Climate models predict that as the surface warms, so should the global troposphere. Globally, the troposphere (at the TLT altitude at which the MSU sounder measure) is predicted to warm about 1.2 times more than the surface; in the tropics, the troposphere should warm about 1.5 times more than the surface. However, in the 2005 CCSP report it was noted that the use of fingerprinting techniques on data yielded that "Volcanic and human-caused fingerprints were not consistently identifiable in observed patterns of lapse rate change." (Where "lapse rate" refers to the change in temperature with altitude). In particular, a possible inconsistency was noted in the tropics, the area in which tropospheric amplification should be most clearly seen. They stated:

 "In the tropics, the agreement between models and observations depends on the time scale considered. For month-to-month and year-to-year variations, models and observations both show amplification (i.e., the month-to-month and year-to-year variations are larger aloft than at the surface). This is a consequence of relatively simple physics, the effects of the release of latent heat as air rises and condenses in clouds. The magnitude of this amplification is very similar in models and observations. On decadal and longer time scales, however, while almost all model simulations show greater warming aloft (reflecting the same physical processes that operate on the monthly and annual time scales), most observations show greater warming at the surface.

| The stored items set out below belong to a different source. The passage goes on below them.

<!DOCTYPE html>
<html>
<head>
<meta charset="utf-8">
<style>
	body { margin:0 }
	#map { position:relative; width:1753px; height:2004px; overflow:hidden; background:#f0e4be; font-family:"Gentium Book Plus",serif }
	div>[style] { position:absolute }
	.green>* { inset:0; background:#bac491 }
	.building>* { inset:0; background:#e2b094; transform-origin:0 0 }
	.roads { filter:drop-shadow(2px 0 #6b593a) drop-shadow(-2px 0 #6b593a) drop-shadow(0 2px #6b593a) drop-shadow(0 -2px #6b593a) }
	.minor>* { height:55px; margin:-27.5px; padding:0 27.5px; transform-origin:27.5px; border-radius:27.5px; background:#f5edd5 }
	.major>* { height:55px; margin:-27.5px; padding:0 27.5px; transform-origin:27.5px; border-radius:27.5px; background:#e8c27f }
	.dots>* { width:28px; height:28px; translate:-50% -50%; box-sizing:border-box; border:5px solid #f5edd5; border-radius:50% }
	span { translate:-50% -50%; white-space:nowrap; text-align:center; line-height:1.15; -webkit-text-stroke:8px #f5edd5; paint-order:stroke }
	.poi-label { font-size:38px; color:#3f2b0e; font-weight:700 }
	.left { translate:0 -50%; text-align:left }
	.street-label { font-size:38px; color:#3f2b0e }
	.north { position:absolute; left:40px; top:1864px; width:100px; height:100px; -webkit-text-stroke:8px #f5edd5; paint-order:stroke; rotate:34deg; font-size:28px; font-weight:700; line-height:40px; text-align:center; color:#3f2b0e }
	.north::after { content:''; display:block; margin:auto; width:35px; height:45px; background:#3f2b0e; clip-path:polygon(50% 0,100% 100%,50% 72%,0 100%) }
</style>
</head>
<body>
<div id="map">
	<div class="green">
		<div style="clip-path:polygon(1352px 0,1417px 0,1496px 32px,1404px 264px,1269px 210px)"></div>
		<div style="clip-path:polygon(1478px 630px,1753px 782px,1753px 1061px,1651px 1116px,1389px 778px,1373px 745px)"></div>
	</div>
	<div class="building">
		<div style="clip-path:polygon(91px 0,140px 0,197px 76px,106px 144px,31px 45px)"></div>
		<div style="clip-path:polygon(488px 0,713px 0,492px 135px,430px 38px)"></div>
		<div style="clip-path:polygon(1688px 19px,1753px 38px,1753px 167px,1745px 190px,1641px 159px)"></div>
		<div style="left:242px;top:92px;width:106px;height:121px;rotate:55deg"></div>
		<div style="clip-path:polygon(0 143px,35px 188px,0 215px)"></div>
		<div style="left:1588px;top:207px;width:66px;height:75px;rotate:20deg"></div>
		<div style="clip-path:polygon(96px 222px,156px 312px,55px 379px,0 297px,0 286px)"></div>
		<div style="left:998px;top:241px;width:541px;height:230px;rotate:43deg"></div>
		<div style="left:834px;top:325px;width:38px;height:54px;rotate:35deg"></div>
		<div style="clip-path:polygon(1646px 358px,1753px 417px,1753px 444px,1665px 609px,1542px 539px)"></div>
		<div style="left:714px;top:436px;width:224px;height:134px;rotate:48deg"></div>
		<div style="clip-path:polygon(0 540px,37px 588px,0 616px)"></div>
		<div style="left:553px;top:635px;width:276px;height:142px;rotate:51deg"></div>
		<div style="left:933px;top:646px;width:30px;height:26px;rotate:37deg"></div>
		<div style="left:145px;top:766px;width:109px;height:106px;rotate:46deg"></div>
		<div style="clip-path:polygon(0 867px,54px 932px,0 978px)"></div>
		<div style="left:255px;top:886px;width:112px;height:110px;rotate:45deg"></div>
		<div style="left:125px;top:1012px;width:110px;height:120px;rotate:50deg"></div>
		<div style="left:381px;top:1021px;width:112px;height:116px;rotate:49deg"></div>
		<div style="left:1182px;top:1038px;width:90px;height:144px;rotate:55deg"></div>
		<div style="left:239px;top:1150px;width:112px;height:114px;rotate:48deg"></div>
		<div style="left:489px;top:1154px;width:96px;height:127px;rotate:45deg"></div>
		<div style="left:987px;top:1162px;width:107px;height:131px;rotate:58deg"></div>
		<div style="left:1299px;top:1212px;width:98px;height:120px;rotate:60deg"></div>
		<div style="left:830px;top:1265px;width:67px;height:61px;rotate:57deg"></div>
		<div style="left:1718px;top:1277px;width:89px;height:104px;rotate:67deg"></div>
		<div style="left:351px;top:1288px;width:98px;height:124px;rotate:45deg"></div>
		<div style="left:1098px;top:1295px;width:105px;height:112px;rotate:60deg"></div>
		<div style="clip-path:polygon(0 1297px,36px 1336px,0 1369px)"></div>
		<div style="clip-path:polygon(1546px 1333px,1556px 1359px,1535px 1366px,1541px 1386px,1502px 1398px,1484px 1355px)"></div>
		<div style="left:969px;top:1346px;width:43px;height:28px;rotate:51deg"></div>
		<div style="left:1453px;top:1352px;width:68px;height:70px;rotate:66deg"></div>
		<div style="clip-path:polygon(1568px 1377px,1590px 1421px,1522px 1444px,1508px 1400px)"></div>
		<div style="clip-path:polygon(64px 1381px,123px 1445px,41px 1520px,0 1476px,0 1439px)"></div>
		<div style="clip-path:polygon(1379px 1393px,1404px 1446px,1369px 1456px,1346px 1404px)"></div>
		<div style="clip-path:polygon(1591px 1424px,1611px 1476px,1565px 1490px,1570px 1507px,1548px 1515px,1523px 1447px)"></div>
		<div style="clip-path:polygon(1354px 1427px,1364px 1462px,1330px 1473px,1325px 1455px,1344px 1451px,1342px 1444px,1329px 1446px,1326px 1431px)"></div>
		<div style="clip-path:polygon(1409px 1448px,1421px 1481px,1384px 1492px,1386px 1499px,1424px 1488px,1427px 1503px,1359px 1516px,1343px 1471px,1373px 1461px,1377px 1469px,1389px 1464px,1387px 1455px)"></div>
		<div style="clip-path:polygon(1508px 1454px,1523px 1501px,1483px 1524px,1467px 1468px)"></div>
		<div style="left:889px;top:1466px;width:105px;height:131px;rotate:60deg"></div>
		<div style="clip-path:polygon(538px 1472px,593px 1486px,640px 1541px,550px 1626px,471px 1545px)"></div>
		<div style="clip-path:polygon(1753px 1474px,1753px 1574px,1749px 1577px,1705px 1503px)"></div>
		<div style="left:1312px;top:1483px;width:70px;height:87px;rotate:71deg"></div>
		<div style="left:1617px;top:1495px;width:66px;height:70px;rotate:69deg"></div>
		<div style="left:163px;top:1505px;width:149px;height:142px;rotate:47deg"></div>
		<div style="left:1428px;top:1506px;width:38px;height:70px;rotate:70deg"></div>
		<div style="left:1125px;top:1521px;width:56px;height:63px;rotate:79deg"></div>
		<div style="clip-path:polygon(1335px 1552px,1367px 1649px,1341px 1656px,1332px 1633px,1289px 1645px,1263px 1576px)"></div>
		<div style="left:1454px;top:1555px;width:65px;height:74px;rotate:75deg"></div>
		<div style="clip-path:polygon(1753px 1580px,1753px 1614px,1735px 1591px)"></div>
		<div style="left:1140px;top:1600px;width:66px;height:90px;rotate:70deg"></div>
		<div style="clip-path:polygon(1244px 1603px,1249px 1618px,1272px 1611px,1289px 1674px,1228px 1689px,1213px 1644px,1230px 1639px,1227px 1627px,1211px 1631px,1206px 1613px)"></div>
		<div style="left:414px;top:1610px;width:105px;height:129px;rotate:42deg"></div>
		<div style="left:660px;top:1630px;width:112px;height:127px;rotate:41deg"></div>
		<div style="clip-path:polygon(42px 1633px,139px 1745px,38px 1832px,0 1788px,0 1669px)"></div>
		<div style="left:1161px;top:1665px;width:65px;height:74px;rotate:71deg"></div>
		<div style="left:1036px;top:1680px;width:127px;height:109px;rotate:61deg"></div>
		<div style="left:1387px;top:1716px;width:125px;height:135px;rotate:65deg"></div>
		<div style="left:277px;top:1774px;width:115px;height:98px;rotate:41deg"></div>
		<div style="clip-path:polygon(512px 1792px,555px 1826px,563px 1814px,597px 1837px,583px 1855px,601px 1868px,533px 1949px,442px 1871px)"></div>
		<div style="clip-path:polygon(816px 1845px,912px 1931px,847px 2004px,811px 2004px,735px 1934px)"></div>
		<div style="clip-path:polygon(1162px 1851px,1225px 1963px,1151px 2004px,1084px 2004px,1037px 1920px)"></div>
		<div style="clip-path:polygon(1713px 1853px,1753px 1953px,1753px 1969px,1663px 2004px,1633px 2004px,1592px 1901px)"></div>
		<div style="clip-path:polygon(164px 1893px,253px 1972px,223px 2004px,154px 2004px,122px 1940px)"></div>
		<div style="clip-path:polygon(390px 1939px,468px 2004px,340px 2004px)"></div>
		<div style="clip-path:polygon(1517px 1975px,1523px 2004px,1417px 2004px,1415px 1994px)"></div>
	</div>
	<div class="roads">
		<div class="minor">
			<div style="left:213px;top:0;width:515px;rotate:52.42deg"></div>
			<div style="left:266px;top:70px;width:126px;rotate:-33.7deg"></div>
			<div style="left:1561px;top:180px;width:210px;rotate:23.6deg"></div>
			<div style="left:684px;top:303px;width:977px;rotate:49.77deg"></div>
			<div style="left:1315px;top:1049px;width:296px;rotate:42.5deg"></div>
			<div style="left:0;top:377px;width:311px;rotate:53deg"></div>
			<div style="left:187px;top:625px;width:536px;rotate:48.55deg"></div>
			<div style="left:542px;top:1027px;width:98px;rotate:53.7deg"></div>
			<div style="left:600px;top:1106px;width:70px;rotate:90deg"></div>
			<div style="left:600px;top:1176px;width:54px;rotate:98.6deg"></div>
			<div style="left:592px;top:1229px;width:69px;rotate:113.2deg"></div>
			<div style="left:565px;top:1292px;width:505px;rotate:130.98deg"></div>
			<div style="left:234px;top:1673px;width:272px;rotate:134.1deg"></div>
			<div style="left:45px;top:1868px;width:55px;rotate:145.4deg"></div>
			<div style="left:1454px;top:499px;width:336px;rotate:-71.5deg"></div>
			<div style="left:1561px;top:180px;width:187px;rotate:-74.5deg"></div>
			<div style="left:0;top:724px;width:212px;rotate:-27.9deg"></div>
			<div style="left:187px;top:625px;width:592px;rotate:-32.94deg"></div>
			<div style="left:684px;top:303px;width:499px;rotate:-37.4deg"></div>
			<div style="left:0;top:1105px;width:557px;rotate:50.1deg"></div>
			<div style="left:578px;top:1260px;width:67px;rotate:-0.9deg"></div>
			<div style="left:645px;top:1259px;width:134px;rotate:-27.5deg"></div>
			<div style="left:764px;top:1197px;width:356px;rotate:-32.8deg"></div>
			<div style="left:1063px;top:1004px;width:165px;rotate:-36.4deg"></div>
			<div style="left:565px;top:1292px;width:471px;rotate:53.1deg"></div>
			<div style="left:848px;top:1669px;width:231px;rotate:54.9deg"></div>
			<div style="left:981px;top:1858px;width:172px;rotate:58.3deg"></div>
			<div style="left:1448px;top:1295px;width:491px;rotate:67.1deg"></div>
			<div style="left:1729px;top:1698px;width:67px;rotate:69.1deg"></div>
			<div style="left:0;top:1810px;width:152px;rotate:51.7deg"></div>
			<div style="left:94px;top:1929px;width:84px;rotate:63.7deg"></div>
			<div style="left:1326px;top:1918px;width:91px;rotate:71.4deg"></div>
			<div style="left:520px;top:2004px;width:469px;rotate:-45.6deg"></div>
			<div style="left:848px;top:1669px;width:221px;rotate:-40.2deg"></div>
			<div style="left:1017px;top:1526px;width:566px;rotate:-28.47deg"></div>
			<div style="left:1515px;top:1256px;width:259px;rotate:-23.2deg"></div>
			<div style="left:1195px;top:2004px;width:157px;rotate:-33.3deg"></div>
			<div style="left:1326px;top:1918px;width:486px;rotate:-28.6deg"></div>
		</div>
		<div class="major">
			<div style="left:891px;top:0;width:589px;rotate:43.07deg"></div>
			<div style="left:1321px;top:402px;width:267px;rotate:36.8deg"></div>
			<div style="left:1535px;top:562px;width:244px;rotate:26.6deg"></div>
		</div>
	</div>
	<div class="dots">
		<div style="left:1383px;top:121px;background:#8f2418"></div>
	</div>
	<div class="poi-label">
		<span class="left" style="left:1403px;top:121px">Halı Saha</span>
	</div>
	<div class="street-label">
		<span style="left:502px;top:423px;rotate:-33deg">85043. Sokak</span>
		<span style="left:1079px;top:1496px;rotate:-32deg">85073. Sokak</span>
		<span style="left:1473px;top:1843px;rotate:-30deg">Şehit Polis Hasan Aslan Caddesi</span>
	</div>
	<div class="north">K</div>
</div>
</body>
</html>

 "These results could arise either because "real world" amplification effects on short and long time scales are controlled by different physical mechanisms, and models fail to capture such behavior; or because non-climatic influences remaining in some or all of the observed tropospheric data sets lead to biased long-term trends; or a combination of these factors. The new evidence in this Report favors the second explanation."

The most recent climate model simulations give a range of results for changes in global average temperature. Some models show more warming in the troposphere than at the surface, while a slightly smaller number of simulations show the opposite behavior. There is no fundamental inconsistency among these model results and observations at the global scale, with the trends now being similar.

Globally, most climate models used by the IPCC in preparation of their third assessment in 2007 show a slightly greater warming at the TLT level than at the surface (0.03 °C/decade difference) for 1979–1999 while the GISS trend is +0.161 °C/decade for 1979 to 2012, the lower troposphere trends calculated from satellite data by UAH and RSS are +0.130 °C/decade and +0.206 °C/decade.

The lower troposphere trend derived from UAH satellites (+0.128 °C/decade) is currently lower than both the GISS and Hadley Centre surface station network trends (+0.161 and +0.160 °C/decade respectively), while the RSS trend (+0.158 °C/decade) is similar. However, if the expected trend in the lower troposphere is indeed higher than the surface, then given the surface data, the troposphere trend would be around 0.194 °C/decade, making the UAH and RSS trends 66% and 81% of the expected value respectively.

===Reconciliation with climate models===

While the satellite data now show global warming, there is still some difference between what climate models predict and what the satellite data show for warming of the lower troposphere, with the climate models predicting slightly more warming than what the satellites measure.

Both the UAH dataset and the RSS dataset have shown an overall warming trend since 1998, although the UAH retrieval shows slightly less warming than the RSS. In June 2017, RSS released v4 which significantly increased the trend seen in their data, increasing the difference between RSS and UAH trends.

Atmospheric measurements taken by a different satellite measurement technique, the Atmospheric Infrared Sounder on the Aqua satellite, show close agreement with surface data.